Two years on and so many of us are still doing a lot of our work conferences remotely.  This doesn’t seem likely to change any time soon given how complete the solutions for video conferencing are.  No matter how good the programs and apps for video conferencing are though it won’t be much good unless you have a decent microphone and speakers.

EPOS’ mid-range conference headset solution, the EPOS Adapt 360, offers some great features at a reasonable price.  Read on to hear our thoughts on them and whether they should be part of your video conferencing setup.

Design and features

The Adapt 360 are an over-the-ear set of headphones with comfortable ear cups and a lot of buttons on the right earcup.  The memory foam in the earcups is covered in an incredibly soft leather that feels incredibly comfortable on the ear, no matter how long you wear them for.  

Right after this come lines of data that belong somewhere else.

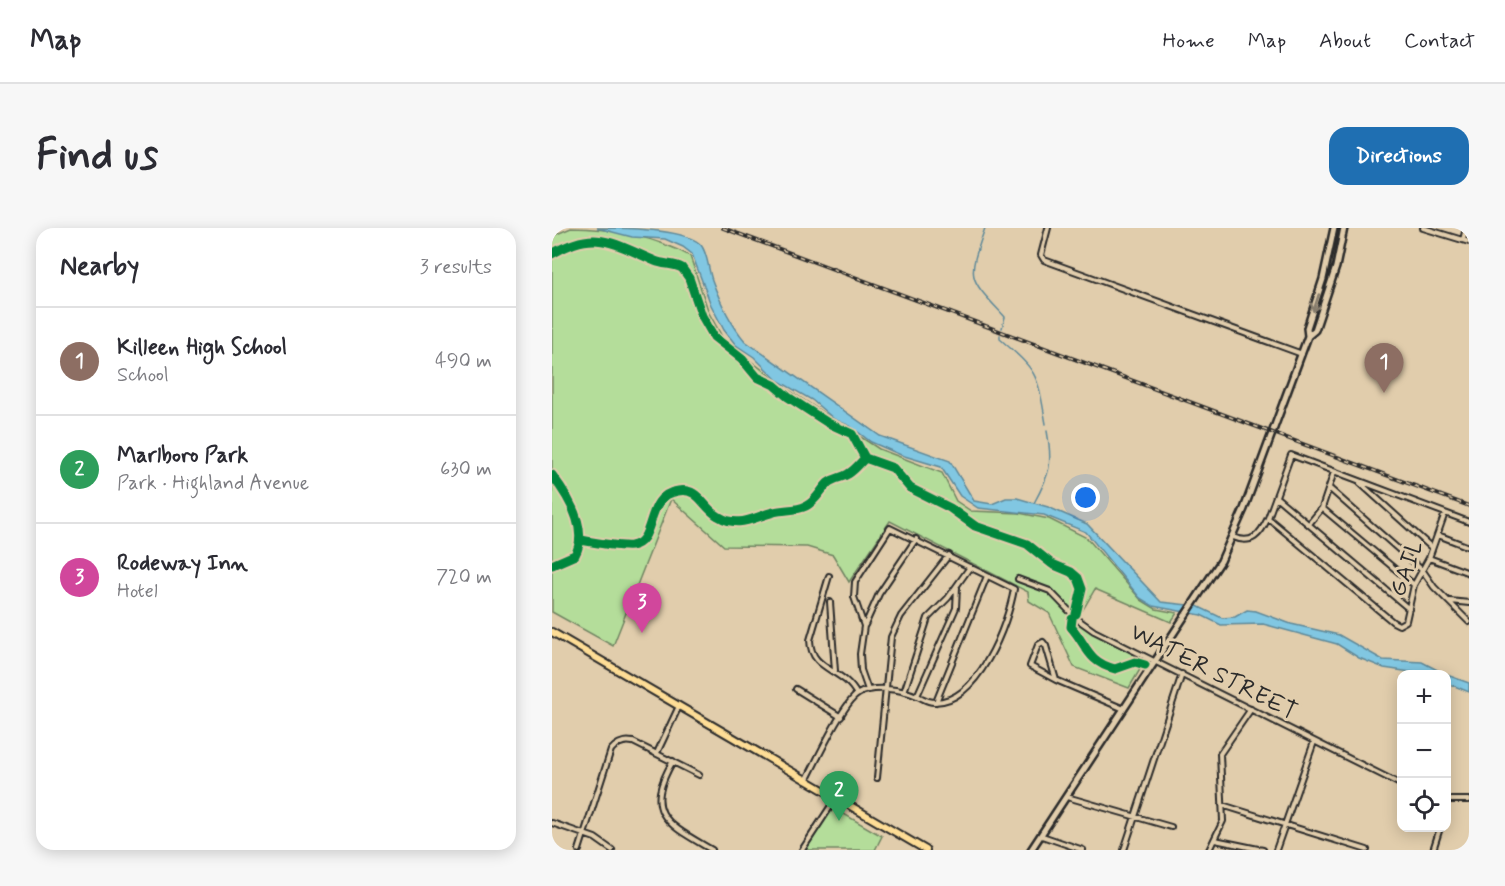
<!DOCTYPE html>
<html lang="en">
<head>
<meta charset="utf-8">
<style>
  :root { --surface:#fff; --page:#f7f7f7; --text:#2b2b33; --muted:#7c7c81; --line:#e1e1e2; --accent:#1f6fb2 }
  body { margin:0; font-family:Mynerve,sans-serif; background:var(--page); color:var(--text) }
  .controls { position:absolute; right:18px; bottom:18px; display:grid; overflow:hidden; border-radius:12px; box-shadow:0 3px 15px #0003 }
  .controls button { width:54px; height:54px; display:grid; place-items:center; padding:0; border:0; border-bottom:2px solid var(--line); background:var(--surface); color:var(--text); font:30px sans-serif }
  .you { position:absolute; left:534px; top:270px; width:21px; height:21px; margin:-15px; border:4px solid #fff; border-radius:50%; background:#1a73e8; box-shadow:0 0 0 9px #1a73e833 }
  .badge { display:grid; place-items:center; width:39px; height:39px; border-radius:50%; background:var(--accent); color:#fff; font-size:20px; font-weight:700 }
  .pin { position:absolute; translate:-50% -50px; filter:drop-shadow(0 2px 3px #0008) }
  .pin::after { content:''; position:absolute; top:32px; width:21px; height:18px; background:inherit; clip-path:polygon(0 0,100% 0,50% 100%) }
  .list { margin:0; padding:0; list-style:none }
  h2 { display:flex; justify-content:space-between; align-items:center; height:78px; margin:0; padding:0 24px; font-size:26px }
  h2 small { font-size:20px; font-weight:400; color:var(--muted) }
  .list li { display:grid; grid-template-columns:39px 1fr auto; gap:18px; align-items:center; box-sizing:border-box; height:108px; padding:0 24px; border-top:2px solid var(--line) }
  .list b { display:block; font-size:22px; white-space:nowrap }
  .list p { margin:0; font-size:20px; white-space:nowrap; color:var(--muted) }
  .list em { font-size:20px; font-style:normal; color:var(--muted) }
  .icon { flex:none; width:33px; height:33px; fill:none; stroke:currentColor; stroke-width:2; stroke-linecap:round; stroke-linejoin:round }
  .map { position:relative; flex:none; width:917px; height:622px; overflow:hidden; border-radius:18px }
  header { display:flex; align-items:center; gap:36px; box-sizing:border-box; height:84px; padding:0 30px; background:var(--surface); border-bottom:2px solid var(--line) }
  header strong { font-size:28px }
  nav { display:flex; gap:33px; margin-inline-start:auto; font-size:21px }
  .intro { display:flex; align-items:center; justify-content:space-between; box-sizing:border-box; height:144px; padding:0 36px }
  h1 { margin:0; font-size:42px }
  .button { padding:15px 27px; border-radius:18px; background:var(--accent); color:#fff; font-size:21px; font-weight:700 }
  main { display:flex; gap:36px; padding:0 36px }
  aside { flex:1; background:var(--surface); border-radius:18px; box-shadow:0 3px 15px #0003 }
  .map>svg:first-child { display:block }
</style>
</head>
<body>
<header>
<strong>Map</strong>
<nav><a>Home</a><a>Map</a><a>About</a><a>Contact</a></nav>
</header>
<div class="intro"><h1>Find us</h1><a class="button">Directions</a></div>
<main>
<aside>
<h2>Nearby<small>3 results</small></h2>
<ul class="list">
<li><span class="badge" style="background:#8d6e63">1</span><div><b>Killeen High School</b><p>School</p></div><em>490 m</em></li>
<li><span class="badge" style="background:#2e9e5b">2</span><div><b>Marlboro Park</b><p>Park · Highland Avenue</p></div><em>630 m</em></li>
<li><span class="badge" style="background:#d1479c">3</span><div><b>Rodeway Inn</b><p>Hotel</p></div><em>720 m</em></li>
</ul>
</aside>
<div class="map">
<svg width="917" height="622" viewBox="0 0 917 622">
  <rect width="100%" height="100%" fill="#e1cdac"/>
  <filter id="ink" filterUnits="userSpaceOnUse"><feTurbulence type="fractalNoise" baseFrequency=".0167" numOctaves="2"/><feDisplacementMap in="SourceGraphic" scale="12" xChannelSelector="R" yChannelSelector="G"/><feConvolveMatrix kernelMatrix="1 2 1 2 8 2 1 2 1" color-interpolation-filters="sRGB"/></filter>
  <g filter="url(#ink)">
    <!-- green -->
    <path fill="#b4dd9a" stroke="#708462" stroke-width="1.5" d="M19,0c41,0 84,9 119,28l19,57 15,27 63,49 92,60 63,24 14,28 15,10 48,2 30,6 38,19 54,62 15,9 21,4 -6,9 -76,-33 -19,33 69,39 -16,27 -55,-21 -25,-54 -20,-12 -1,-9 -138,-71 -41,61 -16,-27 -26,-8 -83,-1 -53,-47 -58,147 -61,-34v-376z
      M278,578l52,30 -7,14h-69z"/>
    <!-- water -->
    <path fill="#81c7e2" stroke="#5f8999" stroke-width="1.5" d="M45,0c23,0 89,0 104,17 7,9 7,24 11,35 8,22 18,43 33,61l135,95 70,25 24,40 18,3 14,-6h11l31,9 39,17 74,78 36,4 25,12 13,-1 12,-7 9,1 35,13 48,11 44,25 39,2 23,12h-21l-40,-6 -25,-10 -22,-14 -74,-20 -42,1 -20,-10 -48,-9 -13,-8 -54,-66 -42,-17 -66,-7 -18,-12 -19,-29 -40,-12 -30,-13 -21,-16 -16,-7 -22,-19 -35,-20 -23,-23 -18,-12 -12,-15 -13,-25 -19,-51 -9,-7 -18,-8 -33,-2z
      M895,447l22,8v9l-22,-9z"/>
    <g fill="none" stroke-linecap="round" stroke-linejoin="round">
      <!-- stream -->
      <path stroke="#5f8999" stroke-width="1.5" d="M433,0c-18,52 -18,48 20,89l-3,11
        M448,107v4c39,34 37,34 46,85
        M482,275c16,-29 19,-39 13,-72"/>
      <!-- street casing -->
      <g stroke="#2b2b2b" stroke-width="8">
        <path id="street" d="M496,0l-7,27 3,5 258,94
          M871,0l46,14
          M911,12l3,-12
          M808,255l72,65
          M777,260l94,83 11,16 35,35
          M724,269l133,112
          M770,280l91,76
          M716,290l23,-63 178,67
          M757,296l13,-16 12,-36
          M886,307l31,12
          M681,309c19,8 27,-2 35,-19l125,104 6,3 7,-4 8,-36 15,-27 16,-45
          M877,330l40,15
          M277,348l-19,64c1,32 33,27 47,55
          M466,351l32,12 27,28 17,12 308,154
          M898,373l19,2
          M278,374l5,69
          M313,397l14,-31 37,-55
          M491,414l3,4 10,34 -26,-14 8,-21z
          M504,452l68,29
          M244,461l45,28
          M352,464l24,-74 20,-20 22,-31
          M365,468l39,-88 1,-21
          M384,474l51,-126
          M105,525l22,-47
          M121,533c-31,53 -5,63 39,89
          M325,550l14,-141 10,-21 48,-61
          M254,553c10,-19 37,-78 52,-87 15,-9 44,-5 59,2 6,2 9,6 17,6 44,1 74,-78 80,-113l-124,-61 -35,54 -1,15 10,29 -4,28 1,16 7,20
          M515,569l104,30
          M894,572h23
          M670,577l145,45
          M0,595l43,15 17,12
          M490,608l41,14
          M663,612l48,10
          M27,622l32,-100c6,-7 13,-10 22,-8l66,33
          M250,622l34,-52
          M572,622l58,-176
          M657,622l14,-29 -3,-67 31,-45
          M724,622l38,-108
          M881,622l7,-22"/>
      </g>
      <!-- secondary casing -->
      <g stroke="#2b2b2b" stroke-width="10">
        <path id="secondary" d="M756,108l-1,-8 16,-49 11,-51
          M479,622l190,-289 23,-52 64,-173 7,-6 21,-63 8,-39"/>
      </g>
      <!-- primary casing -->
      <g stroke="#2b2b2b" stroke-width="10">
        <path id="primary" d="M0,404l374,218"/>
      </g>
      <!-- street -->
      <use href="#street" stroke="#e1cdac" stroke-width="4"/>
      <!-- secondary -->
      <use href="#secondary" stroke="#e1cdac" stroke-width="5"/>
      <!-- primary -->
      <use href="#primary" stroke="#fedd96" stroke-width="6"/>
      <!-- rail casing -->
      <g stroke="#2b2b2b" stroke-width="4">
        <path id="rail" d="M171,0l746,278"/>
      </g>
      <!-- rail -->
      <use href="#rail" stroke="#e1cdac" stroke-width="1.5" stroke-dasharray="4.5" stroke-linecap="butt"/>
      <!-- cycleway casing -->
      <g stroke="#e1cdac" stroke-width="13">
        <path id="cycleway" d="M0,26c44,-26 60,-11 103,7 9,4 18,2 27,7l7,10 13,38 12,21 28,22 15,18 17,8 14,12 40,26 24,11 13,24 28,10 17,20 40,20 25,18 52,18 25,20 19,8 7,6 4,11 -6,25
          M0,247c16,21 37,55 23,80l-23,10
          M29,312c11,2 40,7 50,6 27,-4 12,-50 47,-55 21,-4 25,17 40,25 21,13 35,1 56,-4 11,-3 22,-1 32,-6 10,-5 14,-15 22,-23 6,-5 14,-5 20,-9 7,-4 12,-11 17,-16
          M520,391l-1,8c16,18 16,35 44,42l20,-7 10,3"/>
      </g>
      <!-- cycleway -->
      <use href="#cycleway" stroke="#00873e" stroke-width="9"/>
    </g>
    <!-- one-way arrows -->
    <defs><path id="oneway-shaft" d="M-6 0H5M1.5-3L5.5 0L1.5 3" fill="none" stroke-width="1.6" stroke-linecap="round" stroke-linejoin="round" transform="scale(1.5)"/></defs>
    <use stroke="#867c6c" href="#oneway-shaft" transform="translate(764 75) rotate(108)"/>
  </g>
  <g text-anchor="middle" stroke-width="6" stroke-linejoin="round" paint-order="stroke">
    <!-- street labels -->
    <g font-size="24" fill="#2b2b2b" stroke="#e1cdac">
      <text transform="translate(854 340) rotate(-69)" y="8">GAIL</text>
      <text transform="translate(662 443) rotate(27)" y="8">WATER STREET</text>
    </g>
  </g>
</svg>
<div class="controls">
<button>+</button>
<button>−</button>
<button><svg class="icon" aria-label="locate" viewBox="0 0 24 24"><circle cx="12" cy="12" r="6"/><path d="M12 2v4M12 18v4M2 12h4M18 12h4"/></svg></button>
</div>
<div class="you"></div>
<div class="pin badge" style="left:832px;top:165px;background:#8d6e63">1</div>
<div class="pin badge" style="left:287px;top:593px;background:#2e9e5b">2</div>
<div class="pin badge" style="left:90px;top:405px;background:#d1479c">3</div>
</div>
</main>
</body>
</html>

The head band of the Adapt 360 is padded but I would make sure that it is placed loosely on the head because the padding is not as comfortable as that on your high-end Bluetooth headphones such as the Bose QC45.  Having the headband loose though the headphones were comfortable, with the soft and comfortable earcups holding them securely in place.  Now I’m not sure they would last on your head through a rigorous workout but that is not what they are designed for.

The right earcup is where all the controls for the headphones are located.  On there you will find the hook button (call controls such as answer, hold, hang up etc), media control button, volume button, USB-C port, audio jack (for a wired connection), power and mute button and the microphone.  Looking at the headphone it looks extremely “busy” but let’s face it, if you are using it for video conferencing you are unlikely to need to use much of these aside from the volume button.

The media control button is useful though because it means you can also use these headphones when not in a video conference as a media headset.  The quality drivers inside combined with the ANC results in some decent sound coming from them.  It is notable too that the Adapt 360 also allow multi-device connectivity so you can be listening to music on one device and answering a call etc on the other.

The headphones come packaged with a USB-C cable, a 3.5mm cable and a USB dongle (in case your device does not have Bluetooth).

How good is the microphone?

The microphone, when connecting via Bluetooth straight to my desktop – because most of our PCs have Bluetooth nowadays anyway – is good, really good. It uses the noise cancelling microphones on the outside of the earcups to cancel out any noise that may affect the conversation.  It does this well too – I tested it next to my AC unit and next to my stove top with the overhead fan running at full power.

Now you can be cooking your lunch while on a work call at the same time and those on the other end will be none the wiser.  When on the call, using Zoom, the person on the other end could barely hear the fan of the stove top at all – although it was there it did not affect the ability of them to hear and understand me clearly. With this capability it is no surprise that these headphones are Microsoft Teams certified.

How is the sound?

Whether using the USB Bluetooth dongle or connecting your headphones directly to your devices using the in-built Bluetooth, you can connect them to multiple devices.  I was able to connect directly to me desktop as well as my Pixel 6 Pro at the same time allowing notifications from both devices to notify through the headphones.

Receiving a call while having both devices connected to the headphones was simple with the music from the PC stopping when the call notification came through.  Once the call was finished on the phone the music from the PC started again automatically – just how it should.

So how was the quality of the music?  It was good – not great but certainly passable.  I was comparing them to the $500 Bose QC45 though and the EPOS Adapt 360 come in at around the $300 mark.  The EPOS Adapt 360 lacked some of the clarity of the mids and high-end sounds and the bass sounded not as deep, nor as crisp but by themselves they are certainly good enough to listen to music with although audiophiles may want to look elsewhere.

Do I recommend them?

To buy a set of headphones such as these you need to consider just what you want them for. If your primary use is for video and tele-conferencing, then you should definitely consider them. The noise cancellation and voice mics allows for great voice on the other end of the call. Their ability to provide decent audio in the over ear earcups is a bonus.

On the other hand, if your primary purpose for the headphones is to listen to music or other media then you may be better off purchasing a set of dedicated Bluetooth headphones from a more reputable audio company such as Bose, Sony, and even Skullcandy. These headphones can provide a better, more rounded audio experience while at the same time providing decent talk features — although usually at a higher price than the EPOS Adapt 360 headset.

The EPOS Adapt 360 over-ear Bluetooth headset will set you back around $300 and if you want an all-around headset that will provide you with all your video and tele-conferencing needs then you should definitely head on over to the EPOS website and check out their official reseller list — a simple Google search for them though will provide many more resellers.